L’enfouissement des déchets nucléaires en couches géologiques, ça ne vous dit rien? Pour faire simple, c’est le principe aujourd’hui retenu par de nombreux pays pour isoler les déchets nucléaires les plus dangereux: les stocker dans la roche, à plusieurs centaines de mètres sous la surface, et les y laisser pour les siècles à venir.
La Belgique, comme de très nombreux pays, produit des déchets nucléaires. Principalement via sa production d’énergie (les centrales) mais aussi par ses activités médicales par exemple. À terme, en Belgique, ces déchets représentent plusieurs milliers de m3 de matière diverses.

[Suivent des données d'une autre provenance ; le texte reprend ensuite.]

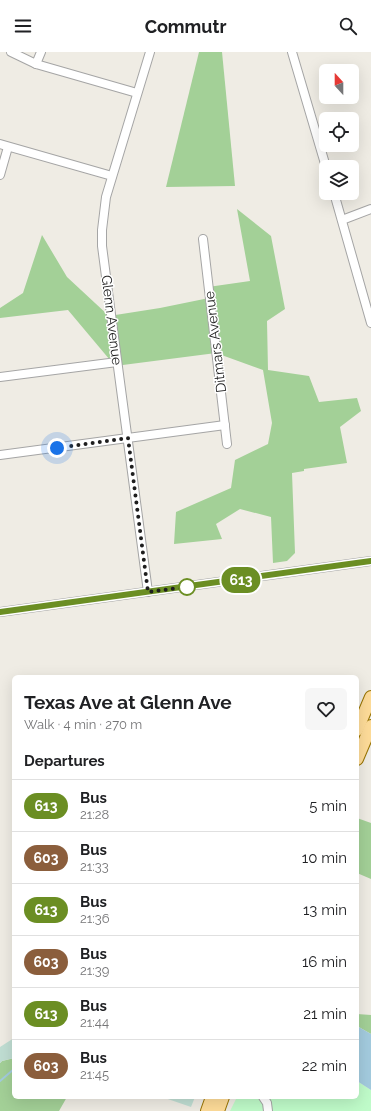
<!DOCTYPE html>
<meta charset="utf-8">
<style>
body{margin:0;font-family:Raleway,sans-serif;background:#f6f6f6;color:#202124;height:100vh;display:flex;flex-direction:column;font-size:15px;white-space:nowrap}
*{box-sizing:border-box;margin:0}
p{font-size:13px;color:#757577}
.icon{flex:none;width:22px;height:22px;fill:none;stroke:currentColor;stroke-width:2;stroke-linecap:round;stroke-linejoin:round}
.map{position:relative;flex:1;overflow:hidden}
.sheet{position:absolute;left:12px;top:623px;width:347px;height:424px;display:flex;flex-direction:column;background:#fff;border-radius:6px;box-shadow:0 4px 16px #0002}
.sheet>*{flex:none}
.badge{padding:0 8px;border-radius:13px;font-size:14px;line-height:26px}
.needle{width:26px;rotate:339deg}
.buttons{position:absolute;left:319px;top:12px;display:grid;gap:8px}
.buttons a{display:grid;place-items:center;width:40px;height:40px;border-radius:6px;background:#fff;box-shadow:0 4px 16px #0002;font-size:20px}
.you{position:absolute;width:20px;height:20px;margin:-10px;border:3px solid #fff;border-radius:50%;background:#1a73e8;box-shadow:0 0 0 6px #1a73e833}
.map>.badge{position:absolute;translate:-50% -50%;box-shadow:0 0 0 2px #fff}
h2{padding:0 12px;font-size:15px;line-height:36px}
.round{display:grid;place-items:center;flex:none;width:42px;height:42px;border-radius:6px;background:#f6f6f6}
.overview{display:flex;align-items:center;justify-content:space-between;height:68px;padding:0 12px}
h1{font-size:19px;font-weight:700;line-height:30px}
ul{padding:0;list-style:none}
li{display:flex;align-items:center;gap:12px;height:52px;padding:0 12px;border-top:1px solid #e0e0e0}
li div{flex:1}
li b{display:block;font-size:15px}
li em{font-style:normal}
li .badge{min-width:44px;font-weight:700;text-align:center}
header{display:flex;justify-content:space-between;align-items:center;height:52px;padding:0 12px;background:#fff;font-size:18px;font-weight:700}
.map>svg:first-child{display:block}
.forest{fill:#a3d097}
.wetland{fill:#c0ded3}
.park{fill:#bffbc9}
.water{fill:#a3cbde}
.lines{fill:none;stroke-linecap:round;stroke-linejoin:round}
.stream{stroke:#a3cbde;stroke-width:2}
.minor-casing{stroke:#a5a5a5;stroke-width:10}
.primary-casing{stroke:#987300;stroke-width:14}
.minor{stroke:#fff;stroke-width:8}
.primary{stroke:#fedc99;stroke-width:12}
.line-casing{stroke:#fff;stroke-width:9}
.line{stroke:#6b8e23;stroke-width:6}
.walk{stroke:#1e1e1e;stroke-width:4;stroke-dasharray:0 7.2}
.stop-dot{fill:#fff;stroke:#6b8e23;stroke-width:2}
.labels{text-anchor:middle;dominant-baseline:central;stroke-width:3;stroke-linejoin:round;paint-order:stroke}
.street-label{font-size:14px;fill:#1e1e1e;stroke:#fff}
</style>
<header><svg class="icon" aria-label="menu" viewBox="0 0 24 24"><path d="M4 6h16M4 12h16M4 18h16"/></svg>Commutr<svg class="icon" aria-label="search" viewBox="0 0 24 24"><circle cx="10" cy="10" r="6"/><path d="M15 15l6 6"/></svg></header>
<div class="map">
<svg width="371" height="1059" viewBox="0 0 371 1059">
<rect width="100%" height="100%" fill="#efece4"/>
<!-- forest -->
<g class="forest">
<path d="M 199,0 L 222,0 L 235,134 L 166,135 Z"/>
<path d="M 237,157 L 271,184 L 285,257 L 267,269 L 268,318 L 309,324 L 319,350 L 357,346 L 361,359 L 340,375 L 347,411 L 304,417 L 304,419 L 292,421 L 295,501 L 287,509 L 273,511 L 271,465 L 240,457 L 216,472 L 222,487 L 174,492 L 176,460 L 231,436 L 235,408 L 268,392 L 272,371 L 263,318 L 216,301 L 115,314 L 68,258 L 0,266 L 0,256 L 23,241 L 42,183 L 67,225 L 109,264 L 160,256 L 209,246 L 208,235 L 250,229 Z"/>
<path d="M 357,766 L 371,771 L 371,827 L 357,821 Z"/>
<path d="M 357,962 L 371,963 L 371,982 L 357,974 Z"/>
<path d="M 14,1006 L 14,1045 L 67,1045 L 59,1059 L 0,1059 L 0,1011 L 2,1009 Z"/>
</g>
<!-- wetland -->
<g class="wetland">
<path d="M 14,986 L 14,1006 L 2,1009 L 0,1011 L 0,995 Z"/>
<path d="M 162,1045 L 195,1045 L 191,1055 Z"/>
</g>
<!-- park -->
<path class="park" d="M 357,1029 L 371,1038 L 371,1059 L 230,1059 L 237,1045 L 357,1045 Z"/>
<!-- water -->
<path class="water" d="M 357,974 L 371,982 L 371,1038 L 357,1029 Z"/>
<g class="lines">
<!-- stream -->
<path class="stream" d="M 0,1029 L 14,1017"/>
<!-- minor casing -->
<g class="minor-casing">
<g id="minor">
<path d="M 11,0 L 36,12 L 137,41"/>
<path d="M 292,0 L 326,115"/>
<path d="M 36,12 L 41,0"/>
<path d="M 0,92 L 112,124"/>
<path d="M 0,123 L 8,95"/>
<path d="M 334,141 L 371,271"/>
<path d="M 342,168 L 371,157"/>
<path d="M 203,187 L 227,392"/>
<path d="M 0,325 L 117,310"/>
<path d="M 0,403 L 225,373"/>
<path d="M 148,540 L 110,255 L 102,194 L 102,178 L 106,145 L 150,0"/>
<path d="M 0,560 L 371,509"/>
<path d="M 263,1045 L 267,1051 L 268,1059"/>
</g>
</g>
<!-- primary casing -->
<g class="primary-casing">
<g id="primary">
<path d="M 357,678 L 371,645"/>
<path d="M 357,707 L 371,674"/>
<path d="M 207,1059 L 212,1045"/>
<path d="M 218,1059 L 223,1045"/>
</g>
</g>
<!-- minor -->
<use href="#minor" class="minor"/>
<!-- primary -->
<use href="#primary" class="primary"/>
</g>
<g class="lines">
<!-- line casing -->
<g class="line-casing">
<path id="line" d="M 0,560 L 371,509"/>
</g>
<!-- line -->
<use href="#line" class="line"/>
<!-- walk -->
<path class="walk" d="M 57,396 L 128,386 L 148,540 L 193,534 L 187,535"/>
</g>
<!-- markers -->
<circle class="stop-dot" cx="187" cy="535" r="8"/>
<g class="labels">
<!-- street labels -->
<g class="street-label">
<text transform="translate(112 268) rotate(83)">Glenn Avenue</text>
<text transform="translate(215 290) rotate(-97)">Ditmars Avenue</text>
</g>
</g>
</svg>
<div class="buttons">
<a><svg class="needle" viewBox="-14 -14 28 28"><path d="M0-13l5 13h-10z" fill="#e53935"/><path d="M0 13l5-13h-10z" fill="#757577"/></svg></a>
<a><svg class="icon" aria-label="locate" viewBox="0 0 24 24"><circle cx="12" cy="12" r="6"/><path d="M12 2v4M12 18v4M2 12h4M18 12h4"/></svg></a>
<a><svg class="icon" aria-label="layers" viewBox="0 0 24 24"><path d="M12 4l9 5-9 5-9-5zM3 14l9 5 9-5"/></svg></a>
</div>
<div class="you" style="left:57px;top:396px"></div>
<b class="badge" style="left:241px;top:528px;background:#6b8e23;color:#fff">613</b>
<section class="sheet">
<div class="overview"><div><h1>Texas Ave at Glenn Ave</h1><p>Walk · 4 min · 270 m</p></div><a class="round"><svg class="icon" aria-label="heart" viewBox="0 0 24 24"><path d="M12 20l-8-8c-3-5 5-10 8-4 3-6 11-1 8 4z"/></svg></a></div>
<h2>Departures</h2>
<ul>
<li><span class="badge" style="background:#6b8e23;color:#fff">613</span><div><b>Bus</b><p>21:28</p></div><em>5 min</em></li>
<li><span class="badge" style="background:#8b5e3c;color:#fff">603</span><div><b>Bus</b><p>21:33</p></div><em>10 min</em></li>
<li><span class="badge" style="background:#6b8e23;color:#fff">613</span><div><b>Bus</b><p>21:36</p></div><em>13 min</em></li>
<li><span class="badge" style="background:#8b5e3c;color:#fff">603</span><div><b>Bus</b><p>21:39</p></div><em>16 min</em></li>
<li><span class="badge" style="background:#6b8e23;color:#fff">613</span><div><b>Bus</b><p>21:44</p></div><em>21 min</em></li>
<li><span class="badge" style="background:#8b5e3c;color:#fff">603</span><div><b>Bus</b><p>21:45</p></div><em>22 min</em></li>
</ul>
</section>
</div>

Le problème de ces déchets est leur dangerosité: certains ont une durée de vie courte ou sont recyclables, et peuvent donc être gérés par les agences nucléaires. D’autres en revanche, resteront nocifs pour l’Homme et pour l’environnement pendant plusieurs centaines de milliers d’années. Plus, bien plus que nos sociétés ne peuvent gérer. C’est ce qui oblige les agences gouvernementales du monde entier à trouver une alternative.

Pour isoler cette source de radiation mortelle, la Belgique, comme de nombreux autres Etats, doit trouver une solution durable pour les stocker. L’organisme national des déchets radioactifs et des matières fissiles enrichies (ONDRAF, ndlr) propose donc de les enterrer dans le sous-sol belge.
À cette date, la Belgique n’a encore officiellement décidé ni du moyen de stockage ni du lieu. L’enfouissement n’est donc pas garanti, mais c’est la solution plébiscitée par plusieurs pays (Etats-Unis, France, Suède...) et celle privilégiée par la Belgique.
À ce jour, les déchets sont stockés de manière temporaire en surface, mais leur durée de vie nécessite un moyen efficace à plus long terme (bien que la solution ne soit pas réalisable avant plusieurs années). C’est pour cette raison que le gouvernement luxembourgeois se mobilise.
Mardi matin, la ministre de l’Environnement a prévenu que le pays userait de tous les moyens pour éviter un stockage de déchets en zone frontalière.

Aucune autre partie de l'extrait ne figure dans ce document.